Berbicara dalam istilah Etika.
a.1)
Etika Deskriptif
Ilmu
Pengetahuan (Etika) semata-mata bersifat deskriptif dan hanya berusaha untuk
membuat deskripsi yang cermat. Etika deskriptif mungkin merupakan suatu cabang
sosiologi, tetapi ilmu tersebut penting bila kita mempelajari Etika untuk
mengetahui apa yang dianggap baik dan apa yang dianggap tidak baik.
Etika
deskriptif bersangkutan dengan pencatatan terhadap corak-corak, predikat-predikat serta
tanggapan-tanggapan kesusilaan yang dapat ditemukan.

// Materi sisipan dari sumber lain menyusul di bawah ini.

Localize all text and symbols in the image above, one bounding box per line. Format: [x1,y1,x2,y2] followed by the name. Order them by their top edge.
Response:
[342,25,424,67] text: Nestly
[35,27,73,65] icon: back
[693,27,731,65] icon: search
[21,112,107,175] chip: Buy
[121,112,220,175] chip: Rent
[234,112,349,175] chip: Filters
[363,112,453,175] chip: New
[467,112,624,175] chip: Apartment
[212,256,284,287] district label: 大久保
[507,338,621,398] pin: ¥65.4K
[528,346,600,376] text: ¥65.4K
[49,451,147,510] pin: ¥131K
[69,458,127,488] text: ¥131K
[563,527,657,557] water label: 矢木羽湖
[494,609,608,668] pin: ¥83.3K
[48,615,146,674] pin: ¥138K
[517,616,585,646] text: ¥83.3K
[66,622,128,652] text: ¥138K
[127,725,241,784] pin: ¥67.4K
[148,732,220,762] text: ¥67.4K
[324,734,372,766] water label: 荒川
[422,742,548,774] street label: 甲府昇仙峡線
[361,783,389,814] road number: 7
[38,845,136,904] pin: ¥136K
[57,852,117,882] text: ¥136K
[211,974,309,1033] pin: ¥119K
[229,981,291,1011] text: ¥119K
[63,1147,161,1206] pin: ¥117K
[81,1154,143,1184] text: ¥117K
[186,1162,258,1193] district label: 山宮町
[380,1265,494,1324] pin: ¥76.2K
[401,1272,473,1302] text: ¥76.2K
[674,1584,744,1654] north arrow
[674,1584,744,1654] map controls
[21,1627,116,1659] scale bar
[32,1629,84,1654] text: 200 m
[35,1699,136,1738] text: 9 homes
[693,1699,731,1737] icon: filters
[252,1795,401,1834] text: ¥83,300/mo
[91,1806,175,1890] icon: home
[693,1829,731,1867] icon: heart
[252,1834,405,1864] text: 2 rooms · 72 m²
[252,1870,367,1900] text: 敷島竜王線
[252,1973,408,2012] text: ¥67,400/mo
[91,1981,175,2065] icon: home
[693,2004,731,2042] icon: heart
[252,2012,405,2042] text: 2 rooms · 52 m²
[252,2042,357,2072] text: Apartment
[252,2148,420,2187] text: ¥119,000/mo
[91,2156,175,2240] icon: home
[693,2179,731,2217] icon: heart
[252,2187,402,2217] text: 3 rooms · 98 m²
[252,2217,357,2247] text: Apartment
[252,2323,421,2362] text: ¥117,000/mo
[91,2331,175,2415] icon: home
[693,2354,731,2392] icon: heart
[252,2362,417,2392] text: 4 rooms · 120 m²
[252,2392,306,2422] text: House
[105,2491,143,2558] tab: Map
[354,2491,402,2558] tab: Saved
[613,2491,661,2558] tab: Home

Berhubung dengan itu, Ilmu
ini tidak dapat membicarakan tentang ukuran-ukuran bagi tanggapan kesusilaan
yang baik, meskipun kadang-kadang Etika deskriptif mencampuradukkan, antara
menerima suatu tanggapan kesusilaan dengan kebenarannya.
Singkatnya,
Etika hanya melukiskan tentang predikat dan tanggapan kesusilaan yang telah
diterima dan dipakai.
2) Etika Normatif
Etika
dipandang sebagai suatu ilmu yang mengadakan ukuran atau norma yang dapat
dipakai untuk menanggapi atau menilai perbuatan. Menerangkan tentang apa yang
seharusnya terjadi dan apa yang harus dilakukan, dan memungkinkan kita untuk
mengukur dengan apa yang seharusnya terjadi.
Etika
normatif bersangkutan dengan penyelesaian ukuran kesusilaan yang benar.
b.1)
Etika Kefilsafatan
Untuk
mempertahankan pengertian Etika sebagai suatu Ilmu, tetapi menghindari untuk
menjabarkannya menjadi sosiologi, maka ada orang-orang yang berbicara tentang
Etika Kefilsafatan.
Analisa
tentang apa yang orang maksudkan bilamana mempergunakan predikat-predikat
kesusilaan. Analisa itu diperoleh dengan mengadakan penyelidikan tentang
penggunaan yang sesungguhnya dari predikat-predikat yang terdapat dalam
pernyataan-pernyataan.
2)
Etika Praktis
Dicontohkan
dilema yang dihadapi oleh seorang dokter yang menghadapi pasien yang sedang
sekarat.
Persoalannya :
-
Dokter dapat membunuh pasien, dengan demikian
melepaskannya dari rasa sakit yang diderita.
-
Timbul pertanyaan: ”apakah baik bagi saya sebagai seorang
dokter untuk membunuh pasien saya?”.
-
Diandaikan bahwa pasien itu minta dibunuh dan semua
anggota keluarganya setuju.
-
Hidup adalah milik Tuhan, apa hak dokter untuk
mencabutnya.
-
Tetapi bagaimana dengan kemungkinan berakhirnya rasa
sakit yang berarti kebahagiaan, dengan ”membunuh semua itu akan terjadi.
-
Dokter tidak berhak membunuh, bagaimanapun keadaan pasien
tersebut.
Di sinilah diperlukan Etika
Praktis.
4.
Persoalan Etika
a.
Prinsip apakah yang dapat ditetapkan, untuk ”dapat”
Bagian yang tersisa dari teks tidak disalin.